Extracted entries below:

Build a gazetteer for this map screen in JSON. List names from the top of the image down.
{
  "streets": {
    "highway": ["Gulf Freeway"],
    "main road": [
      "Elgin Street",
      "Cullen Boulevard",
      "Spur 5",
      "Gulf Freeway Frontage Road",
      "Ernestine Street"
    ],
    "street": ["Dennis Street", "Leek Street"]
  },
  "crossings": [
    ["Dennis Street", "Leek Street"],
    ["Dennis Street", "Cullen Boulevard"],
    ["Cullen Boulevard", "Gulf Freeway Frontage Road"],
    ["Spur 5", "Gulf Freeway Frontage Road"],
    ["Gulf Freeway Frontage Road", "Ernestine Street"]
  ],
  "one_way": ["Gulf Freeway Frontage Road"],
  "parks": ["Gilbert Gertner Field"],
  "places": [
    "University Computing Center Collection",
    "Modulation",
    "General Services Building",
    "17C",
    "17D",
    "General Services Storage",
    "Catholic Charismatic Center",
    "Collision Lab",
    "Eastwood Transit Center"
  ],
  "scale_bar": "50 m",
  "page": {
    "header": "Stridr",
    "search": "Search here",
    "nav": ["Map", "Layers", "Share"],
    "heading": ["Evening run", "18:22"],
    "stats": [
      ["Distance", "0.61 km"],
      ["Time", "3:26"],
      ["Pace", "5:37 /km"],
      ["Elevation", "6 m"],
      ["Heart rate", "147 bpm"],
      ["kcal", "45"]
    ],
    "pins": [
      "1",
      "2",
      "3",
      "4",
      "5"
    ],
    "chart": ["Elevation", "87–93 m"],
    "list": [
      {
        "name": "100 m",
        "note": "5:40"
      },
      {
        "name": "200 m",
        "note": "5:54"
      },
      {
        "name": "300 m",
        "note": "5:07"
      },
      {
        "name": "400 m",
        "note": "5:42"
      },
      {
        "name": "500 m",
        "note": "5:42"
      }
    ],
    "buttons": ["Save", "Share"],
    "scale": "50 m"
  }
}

End of Extracted entries.
Extracted entries below:

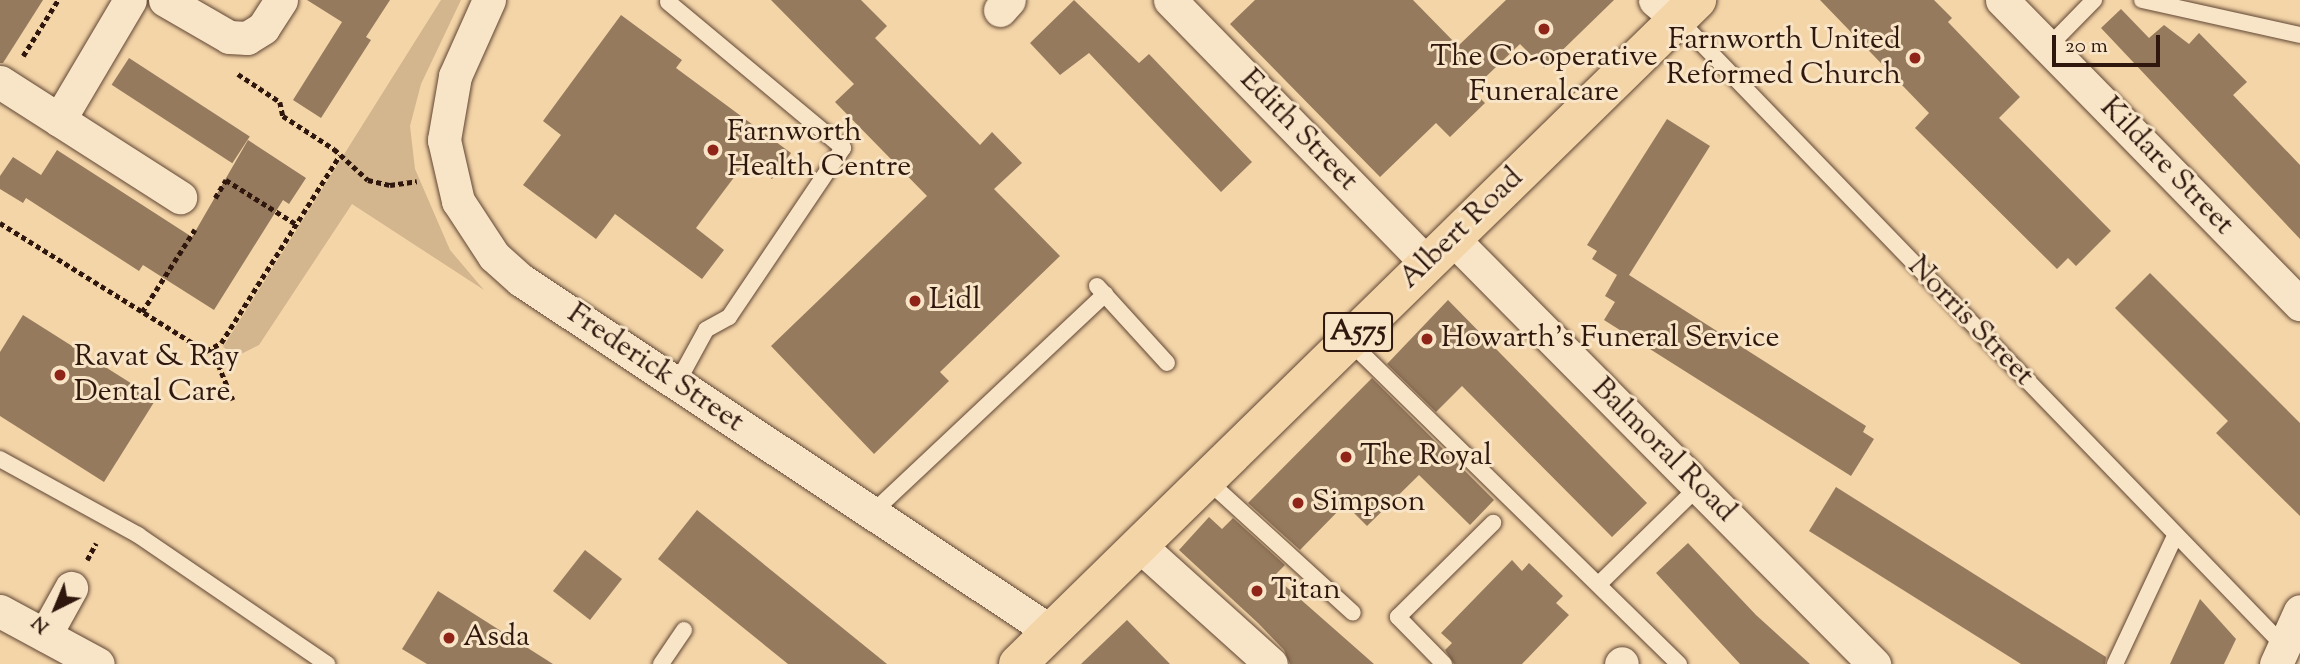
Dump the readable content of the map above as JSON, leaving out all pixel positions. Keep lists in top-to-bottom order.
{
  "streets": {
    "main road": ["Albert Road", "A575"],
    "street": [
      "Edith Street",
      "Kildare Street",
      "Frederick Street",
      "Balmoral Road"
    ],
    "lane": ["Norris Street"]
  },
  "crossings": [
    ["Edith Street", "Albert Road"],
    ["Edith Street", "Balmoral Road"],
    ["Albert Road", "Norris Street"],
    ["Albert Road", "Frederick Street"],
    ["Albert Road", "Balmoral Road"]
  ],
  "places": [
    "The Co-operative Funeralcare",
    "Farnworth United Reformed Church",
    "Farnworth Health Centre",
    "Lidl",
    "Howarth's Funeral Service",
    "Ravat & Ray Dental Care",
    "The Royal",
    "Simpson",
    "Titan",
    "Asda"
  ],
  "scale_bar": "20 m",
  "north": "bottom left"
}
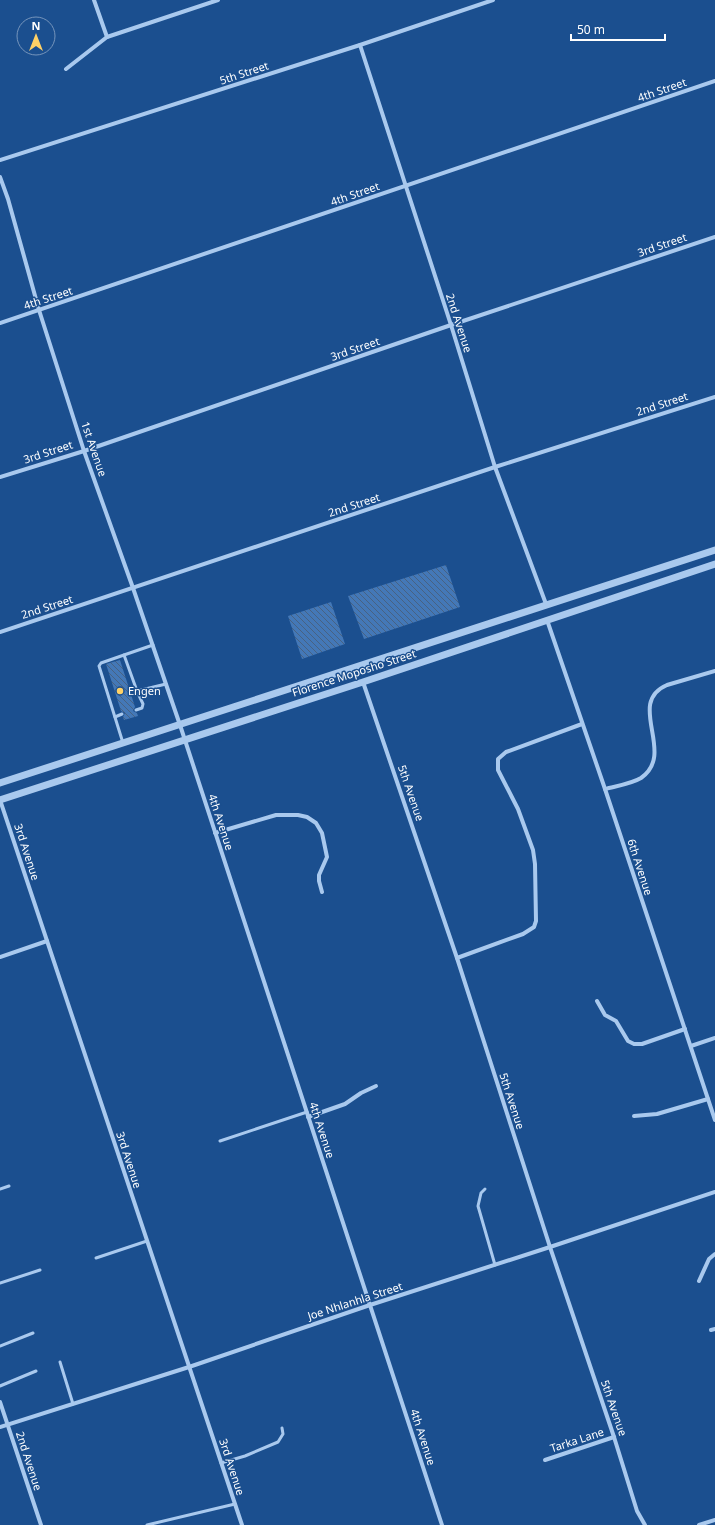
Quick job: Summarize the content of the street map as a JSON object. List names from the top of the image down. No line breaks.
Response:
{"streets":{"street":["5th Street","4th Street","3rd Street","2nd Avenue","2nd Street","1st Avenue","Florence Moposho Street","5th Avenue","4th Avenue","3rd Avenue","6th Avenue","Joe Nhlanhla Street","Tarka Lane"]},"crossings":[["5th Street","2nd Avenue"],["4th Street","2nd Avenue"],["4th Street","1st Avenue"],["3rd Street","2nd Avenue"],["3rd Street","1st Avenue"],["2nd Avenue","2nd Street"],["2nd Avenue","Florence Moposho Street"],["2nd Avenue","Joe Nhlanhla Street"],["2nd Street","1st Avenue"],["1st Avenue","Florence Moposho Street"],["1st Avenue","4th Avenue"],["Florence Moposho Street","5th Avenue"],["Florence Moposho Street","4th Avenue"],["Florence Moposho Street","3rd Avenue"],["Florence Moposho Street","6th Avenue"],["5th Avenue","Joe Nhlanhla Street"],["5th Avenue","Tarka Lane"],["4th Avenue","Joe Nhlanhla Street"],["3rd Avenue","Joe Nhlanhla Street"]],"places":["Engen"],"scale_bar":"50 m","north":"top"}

End of Extracted entries.
Extracted entries below:

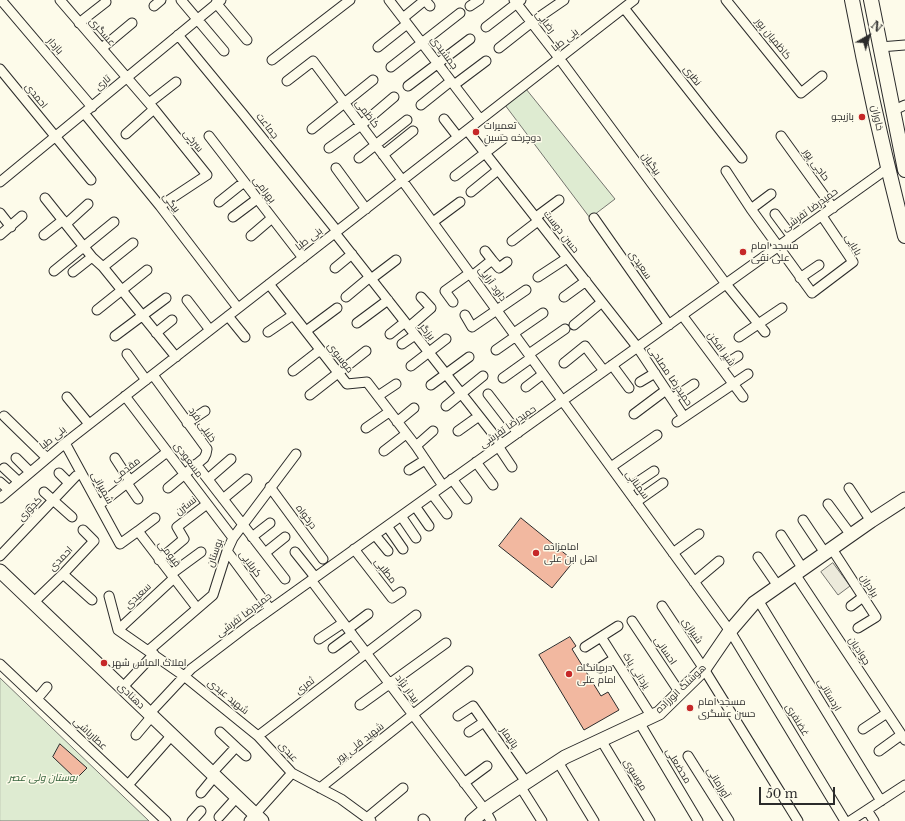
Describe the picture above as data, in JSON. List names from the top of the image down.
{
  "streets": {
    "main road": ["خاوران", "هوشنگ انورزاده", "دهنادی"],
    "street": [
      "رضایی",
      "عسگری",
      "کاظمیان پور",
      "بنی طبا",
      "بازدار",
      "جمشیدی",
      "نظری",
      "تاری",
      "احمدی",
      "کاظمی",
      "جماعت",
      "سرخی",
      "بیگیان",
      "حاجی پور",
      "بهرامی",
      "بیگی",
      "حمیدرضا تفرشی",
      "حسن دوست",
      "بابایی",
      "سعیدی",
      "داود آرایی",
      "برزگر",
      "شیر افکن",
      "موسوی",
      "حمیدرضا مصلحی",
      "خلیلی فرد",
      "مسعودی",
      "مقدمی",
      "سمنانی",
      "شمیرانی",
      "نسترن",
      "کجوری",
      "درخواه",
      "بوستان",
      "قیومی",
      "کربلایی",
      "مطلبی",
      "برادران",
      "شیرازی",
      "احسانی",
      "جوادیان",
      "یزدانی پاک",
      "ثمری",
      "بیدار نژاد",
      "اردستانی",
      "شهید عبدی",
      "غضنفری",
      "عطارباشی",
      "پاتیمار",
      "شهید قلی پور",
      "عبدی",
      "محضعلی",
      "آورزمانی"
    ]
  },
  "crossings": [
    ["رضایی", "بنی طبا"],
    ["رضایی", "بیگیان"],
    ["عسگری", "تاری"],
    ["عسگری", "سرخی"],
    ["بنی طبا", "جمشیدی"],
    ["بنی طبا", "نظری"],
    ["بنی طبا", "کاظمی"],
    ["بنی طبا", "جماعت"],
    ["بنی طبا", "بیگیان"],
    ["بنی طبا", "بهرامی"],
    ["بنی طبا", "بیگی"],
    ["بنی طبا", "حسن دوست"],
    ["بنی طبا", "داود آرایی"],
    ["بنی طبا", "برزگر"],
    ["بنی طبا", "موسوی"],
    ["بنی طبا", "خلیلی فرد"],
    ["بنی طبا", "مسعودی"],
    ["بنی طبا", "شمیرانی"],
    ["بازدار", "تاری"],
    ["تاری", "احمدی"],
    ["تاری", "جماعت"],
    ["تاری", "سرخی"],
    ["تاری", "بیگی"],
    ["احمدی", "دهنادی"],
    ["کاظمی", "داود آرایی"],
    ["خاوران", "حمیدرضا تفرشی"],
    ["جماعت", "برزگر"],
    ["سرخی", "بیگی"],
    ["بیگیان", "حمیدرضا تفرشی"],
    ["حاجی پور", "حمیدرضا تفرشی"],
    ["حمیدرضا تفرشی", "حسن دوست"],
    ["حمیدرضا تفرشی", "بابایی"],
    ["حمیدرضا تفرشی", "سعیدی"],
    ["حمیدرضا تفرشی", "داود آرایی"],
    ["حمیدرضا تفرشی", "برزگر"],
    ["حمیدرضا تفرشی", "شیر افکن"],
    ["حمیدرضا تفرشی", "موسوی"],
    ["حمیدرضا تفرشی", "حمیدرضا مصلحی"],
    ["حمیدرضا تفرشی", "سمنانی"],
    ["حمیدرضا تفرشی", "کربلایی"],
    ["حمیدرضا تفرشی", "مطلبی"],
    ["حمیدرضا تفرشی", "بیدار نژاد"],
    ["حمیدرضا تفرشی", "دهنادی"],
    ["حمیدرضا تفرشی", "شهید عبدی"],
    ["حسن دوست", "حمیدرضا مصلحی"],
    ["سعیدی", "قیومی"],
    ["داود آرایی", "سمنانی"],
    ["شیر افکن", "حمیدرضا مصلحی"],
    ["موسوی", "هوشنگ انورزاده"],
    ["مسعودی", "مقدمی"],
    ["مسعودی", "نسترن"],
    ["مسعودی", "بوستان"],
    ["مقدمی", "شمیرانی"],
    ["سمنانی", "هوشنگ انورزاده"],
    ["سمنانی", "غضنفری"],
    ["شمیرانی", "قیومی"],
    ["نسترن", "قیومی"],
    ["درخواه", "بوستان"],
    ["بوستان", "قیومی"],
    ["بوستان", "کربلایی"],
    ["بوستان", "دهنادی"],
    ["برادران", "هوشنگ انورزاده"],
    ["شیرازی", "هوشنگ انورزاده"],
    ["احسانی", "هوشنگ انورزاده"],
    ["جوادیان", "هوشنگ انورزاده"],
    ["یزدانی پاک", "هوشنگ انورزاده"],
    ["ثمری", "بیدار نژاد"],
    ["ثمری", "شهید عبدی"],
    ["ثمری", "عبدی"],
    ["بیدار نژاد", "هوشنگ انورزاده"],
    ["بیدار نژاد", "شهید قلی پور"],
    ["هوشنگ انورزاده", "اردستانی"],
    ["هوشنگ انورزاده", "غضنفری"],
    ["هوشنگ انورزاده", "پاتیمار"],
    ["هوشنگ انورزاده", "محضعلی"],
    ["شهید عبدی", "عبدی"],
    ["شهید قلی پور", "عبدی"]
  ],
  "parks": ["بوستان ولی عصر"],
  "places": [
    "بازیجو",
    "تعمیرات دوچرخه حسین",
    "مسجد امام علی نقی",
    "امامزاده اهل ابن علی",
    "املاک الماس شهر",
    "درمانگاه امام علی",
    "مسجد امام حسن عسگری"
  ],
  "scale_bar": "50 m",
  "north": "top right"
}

End of Extracted entries.

Prompt: The expected output is every line of the records in which the string "کربلایی" appears.

Exercise answer:
      "کربلایی",
    ["حمیدرضا تفرشی", "کربلایی"],
    ["بوستان", "کربلایی"],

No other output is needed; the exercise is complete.